• WORK TO BE COMPLETED
Starting at the line with "position:absolute; right:18px; top:18px;" and going on through the line with "width:54px; height:54px; display:grid;", reproduce each line in the records below exactly and nothing more.

[Entries taken from a collection]

┌──

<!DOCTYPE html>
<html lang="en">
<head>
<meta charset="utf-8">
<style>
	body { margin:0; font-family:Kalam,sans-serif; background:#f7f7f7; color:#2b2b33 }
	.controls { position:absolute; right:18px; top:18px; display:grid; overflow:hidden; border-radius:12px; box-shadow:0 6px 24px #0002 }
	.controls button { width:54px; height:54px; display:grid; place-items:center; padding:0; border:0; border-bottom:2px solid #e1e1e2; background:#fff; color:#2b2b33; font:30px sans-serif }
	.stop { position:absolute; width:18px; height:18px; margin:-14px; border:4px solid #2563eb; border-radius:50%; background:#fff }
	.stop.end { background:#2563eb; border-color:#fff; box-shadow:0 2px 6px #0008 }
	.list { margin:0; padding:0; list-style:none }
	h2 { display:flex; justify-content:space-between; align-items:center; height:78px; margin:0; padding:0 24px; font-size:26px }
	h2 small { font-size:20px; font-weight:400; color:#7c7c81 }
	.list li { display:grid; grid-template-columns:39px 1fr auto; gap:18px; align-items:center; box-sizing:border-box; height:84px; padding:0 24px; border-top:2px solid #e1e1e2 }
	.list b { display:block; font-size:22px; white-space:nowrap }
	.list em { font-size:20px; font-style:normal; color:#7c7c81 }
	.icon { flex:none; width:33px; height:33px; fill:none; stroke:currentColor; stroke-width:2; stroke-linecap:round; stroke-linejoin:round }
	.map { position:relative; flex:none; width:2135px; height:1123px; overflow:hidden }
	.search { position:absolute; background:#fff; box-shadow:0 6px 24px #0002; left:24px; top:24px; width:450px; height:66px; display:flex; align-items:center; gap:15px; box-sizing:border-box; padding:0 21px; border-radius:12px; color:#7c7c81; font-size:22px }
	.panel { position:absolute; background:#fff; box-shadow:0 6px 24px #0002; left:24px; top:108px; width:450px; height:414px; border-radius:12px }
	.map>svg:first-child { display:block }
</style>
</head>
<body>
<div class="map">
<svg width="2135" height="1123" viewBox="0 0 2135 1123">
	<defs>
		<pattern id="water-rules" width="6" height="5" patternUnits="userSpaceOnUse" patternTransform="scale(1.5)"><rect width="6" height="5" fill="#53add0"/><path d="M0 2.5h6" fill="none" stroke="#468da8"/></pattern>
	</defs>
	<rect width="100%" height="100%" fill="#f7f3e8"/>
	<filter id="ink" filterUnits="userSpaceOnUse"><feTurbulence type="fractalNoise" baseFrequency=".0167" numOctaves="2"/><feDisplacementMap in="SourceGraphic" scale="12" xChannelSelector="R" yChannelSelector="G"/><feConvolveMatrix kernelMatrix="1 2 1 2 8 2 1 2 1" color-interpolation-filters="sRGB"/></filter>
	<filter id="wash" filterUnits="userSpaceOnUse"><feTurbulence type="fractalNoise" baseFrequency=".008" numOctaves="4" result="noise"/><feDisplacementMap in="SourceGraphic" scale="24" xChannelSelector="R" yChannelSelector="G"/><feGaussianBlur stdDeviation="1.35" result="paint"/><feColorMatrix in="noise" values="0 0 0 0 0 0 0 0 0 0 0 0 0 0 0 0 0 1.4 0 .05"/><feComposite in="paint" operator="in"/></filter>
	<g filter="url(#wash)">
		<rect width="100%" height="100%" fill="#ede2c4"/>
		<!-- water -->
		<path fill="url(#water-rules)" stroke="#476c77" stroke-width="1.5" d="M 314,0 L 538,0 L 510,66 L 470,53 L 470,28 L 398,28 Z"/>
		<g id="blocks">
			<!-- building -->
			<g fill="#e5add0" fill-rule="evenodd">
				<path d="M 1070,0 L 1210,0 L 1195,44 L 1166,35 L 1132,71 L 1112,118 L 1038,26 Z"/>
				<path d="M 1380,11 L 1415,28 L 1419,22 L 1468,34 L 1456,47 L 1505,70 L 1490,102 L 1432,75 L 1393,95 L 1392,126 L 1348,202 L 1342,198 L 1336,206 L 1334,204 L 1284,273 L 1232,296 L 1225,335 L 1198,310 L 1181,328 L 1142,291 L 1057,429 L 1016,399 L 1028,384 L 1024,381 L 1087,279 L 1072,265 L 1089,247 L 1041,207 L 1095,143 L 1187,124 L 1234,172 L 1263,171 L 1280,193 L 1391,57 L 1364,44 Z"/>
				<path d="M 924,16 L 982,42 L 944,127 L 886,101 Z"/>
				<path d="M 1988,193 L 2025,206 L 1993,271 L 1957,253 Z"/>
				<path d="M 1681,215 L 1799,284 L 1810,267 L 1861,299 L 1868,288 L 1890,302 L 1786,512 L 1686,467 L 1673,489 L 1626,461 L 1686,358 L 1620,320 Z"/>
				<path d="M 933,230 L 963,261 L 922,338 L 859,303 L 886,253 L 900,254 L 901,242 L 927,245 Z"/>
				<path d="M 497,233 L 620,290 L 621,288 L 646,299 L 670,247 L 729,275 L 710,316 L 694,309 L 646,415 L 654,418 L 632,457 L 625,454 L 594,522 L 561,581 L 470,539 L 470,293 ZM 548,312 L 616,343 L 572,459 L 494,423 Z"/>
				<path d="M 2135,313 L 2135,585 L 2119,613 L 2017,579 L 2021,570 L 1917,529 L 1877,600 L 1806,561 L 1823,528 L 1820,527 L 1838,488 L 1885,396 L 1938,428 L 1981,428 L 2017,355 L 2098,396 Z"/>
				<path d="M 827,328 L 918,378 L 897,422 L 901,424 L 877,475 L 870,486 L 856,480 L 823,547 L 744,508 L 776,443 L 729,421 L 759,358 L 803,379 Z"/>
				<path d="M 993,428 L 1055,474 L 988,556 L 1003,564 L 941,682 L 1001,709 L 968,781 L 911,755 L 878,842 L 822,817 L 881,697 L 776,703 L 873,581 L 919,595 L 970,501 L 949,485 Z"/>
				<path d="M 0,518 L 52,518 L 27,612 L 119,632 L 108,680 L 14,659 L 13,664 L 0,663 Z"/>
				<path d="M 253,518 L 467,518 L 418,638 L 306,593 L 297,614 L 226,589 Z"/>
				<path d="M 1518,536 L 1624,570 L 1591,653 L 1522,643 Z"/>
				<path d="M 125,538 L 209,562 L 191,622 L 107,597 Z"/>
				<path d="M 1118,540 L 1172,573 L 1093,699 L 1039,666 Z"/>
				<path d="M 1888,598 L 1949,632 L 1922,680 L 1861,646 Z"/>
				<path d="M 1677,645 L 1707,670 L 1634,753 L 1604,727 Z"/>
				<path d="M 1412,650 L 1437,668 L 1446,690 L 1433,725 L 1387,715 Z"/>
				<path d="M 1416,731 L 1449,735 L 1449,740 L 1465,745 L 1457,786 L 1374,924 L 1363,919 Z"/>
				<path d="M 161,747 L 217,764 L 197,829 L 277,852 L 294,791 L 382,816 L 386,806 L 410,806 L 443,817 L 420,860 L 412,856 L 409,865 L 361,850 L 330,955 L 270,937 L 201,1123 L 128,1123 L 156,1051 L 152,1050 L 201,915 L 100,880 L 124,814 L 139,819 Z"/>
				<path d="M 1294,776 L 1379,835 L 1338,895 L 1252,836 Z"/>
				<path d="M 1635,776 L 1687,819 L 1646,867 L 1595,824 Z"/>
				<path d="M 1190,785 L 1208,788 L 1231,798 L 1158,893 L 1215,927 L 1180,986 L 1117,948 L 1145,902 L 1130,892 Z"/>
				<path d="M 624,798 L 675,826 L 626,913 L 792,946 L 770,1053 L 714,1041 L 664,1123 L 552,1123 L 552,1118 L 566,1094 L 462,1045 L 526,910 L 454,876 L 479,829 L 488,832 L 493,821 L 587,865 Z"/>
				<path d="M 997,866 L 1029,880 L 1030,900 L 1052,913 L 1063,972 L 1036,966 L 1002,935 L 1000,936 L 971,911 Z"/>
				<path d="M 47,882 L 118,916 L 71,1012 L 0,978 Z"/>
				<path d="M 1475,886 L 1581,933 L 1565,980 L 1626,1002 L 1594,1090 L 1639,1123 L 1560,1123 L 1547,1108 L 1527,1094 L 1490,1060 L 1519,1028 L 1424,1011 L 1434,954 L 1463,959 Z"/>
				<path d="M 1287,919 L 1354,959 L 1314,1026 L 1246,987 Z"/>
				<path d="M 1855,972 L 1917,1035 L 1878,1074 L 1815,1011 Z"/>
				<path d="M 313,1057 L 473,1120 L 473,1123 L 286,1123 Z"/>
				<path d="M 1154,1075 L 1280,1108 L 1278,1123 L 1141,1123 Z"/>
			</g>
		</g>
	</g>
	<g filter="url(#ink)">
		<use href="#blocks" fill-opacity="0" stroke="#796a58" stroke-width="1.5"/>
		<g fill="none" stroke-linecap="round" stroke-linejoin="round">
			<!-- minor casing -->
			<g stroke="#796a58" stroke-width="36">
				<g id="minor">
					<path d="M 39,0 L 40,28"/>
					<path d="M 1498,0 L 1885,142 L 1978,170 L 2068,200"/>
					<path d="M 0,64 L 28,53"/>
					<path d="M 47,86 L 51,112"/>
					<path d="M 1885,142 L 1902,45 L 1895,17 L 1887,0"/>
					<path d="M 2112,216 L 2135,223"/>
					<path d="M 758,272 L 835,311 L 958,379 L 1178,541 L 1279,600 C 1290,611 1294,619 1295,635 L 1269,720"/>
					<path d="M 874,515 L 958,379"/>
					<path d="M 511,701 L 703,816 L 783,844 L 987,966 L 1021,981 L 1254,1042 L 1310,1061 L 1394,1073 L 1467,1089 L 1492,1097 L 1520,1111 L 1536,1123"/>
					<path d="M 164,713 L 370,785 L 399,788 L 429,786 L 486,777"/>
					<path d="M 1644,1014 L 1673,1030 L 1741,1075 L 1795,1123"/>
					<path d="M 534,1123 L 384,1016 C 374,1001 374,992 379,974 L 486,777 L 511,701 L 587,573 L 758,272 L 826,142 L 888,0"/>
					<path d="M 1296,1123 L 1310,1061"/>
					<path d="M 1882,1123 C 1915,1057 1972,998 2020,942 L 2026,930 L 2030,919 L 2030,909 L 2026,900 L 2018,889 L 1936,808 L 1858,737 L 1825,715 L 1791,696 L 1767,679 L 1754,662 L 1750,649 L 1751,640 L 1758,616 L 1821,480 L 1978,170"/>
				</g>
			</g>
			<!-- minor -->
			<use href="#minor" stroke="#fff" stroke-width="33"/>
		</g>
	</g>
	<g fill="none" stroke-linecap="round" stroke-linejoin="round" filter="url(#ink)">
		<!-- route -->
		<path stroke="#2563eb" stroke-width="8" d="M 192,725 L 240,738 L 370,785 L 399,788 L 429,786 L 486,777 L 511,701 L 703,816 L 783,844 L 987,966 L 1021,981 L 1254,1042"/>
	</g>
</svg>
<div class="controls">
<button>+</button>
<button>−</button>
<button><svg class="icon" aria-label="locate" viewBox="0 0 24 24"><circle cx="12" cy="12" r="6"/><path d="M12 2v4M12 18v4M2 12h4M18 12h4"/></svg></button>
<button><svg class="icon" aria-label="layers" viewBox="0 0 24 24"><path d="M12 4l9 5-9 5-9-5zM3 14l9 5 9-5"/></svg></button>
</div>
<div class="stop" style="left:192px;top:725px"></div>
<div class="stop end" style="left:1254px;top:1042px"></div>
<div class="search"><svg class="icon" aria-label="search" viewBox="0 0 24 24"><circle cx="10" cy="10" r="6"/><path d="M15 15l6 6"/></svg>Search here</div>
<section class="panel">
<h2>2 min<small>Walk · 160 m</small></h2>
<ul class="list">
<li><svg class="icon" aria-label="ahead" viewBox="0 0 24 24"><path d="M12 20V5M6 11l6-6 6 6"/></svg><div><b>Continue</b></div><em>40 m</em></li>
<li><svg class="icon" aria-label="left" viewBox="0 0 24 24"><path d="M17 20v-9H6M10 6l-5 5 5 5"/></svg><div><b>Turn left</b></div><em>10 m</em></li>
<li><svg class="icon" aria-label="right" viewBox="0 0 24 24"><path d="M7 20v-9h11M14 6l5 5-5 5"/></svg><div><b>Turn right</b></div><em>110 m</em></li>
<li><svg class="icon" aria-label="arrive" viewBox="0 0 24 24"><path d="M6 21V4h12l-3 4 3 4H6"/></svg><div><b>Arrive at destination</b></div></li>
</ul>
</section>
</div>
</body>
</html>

└──

• RESULT FOR THIS EXERCISE
	.controls { position:absolute; right:18px; top:18px; display:grid; overflow:hidden; border-radius:12px; box-shadow:0 6px 24px #0002 }
	.controls button { width:54px; height:54px; display:grid; place-items:center; padding:0; border:0; border-bottom:2px solid #e1e1e2; background:#fff; color:#2b2b33; font:30px sans-serif }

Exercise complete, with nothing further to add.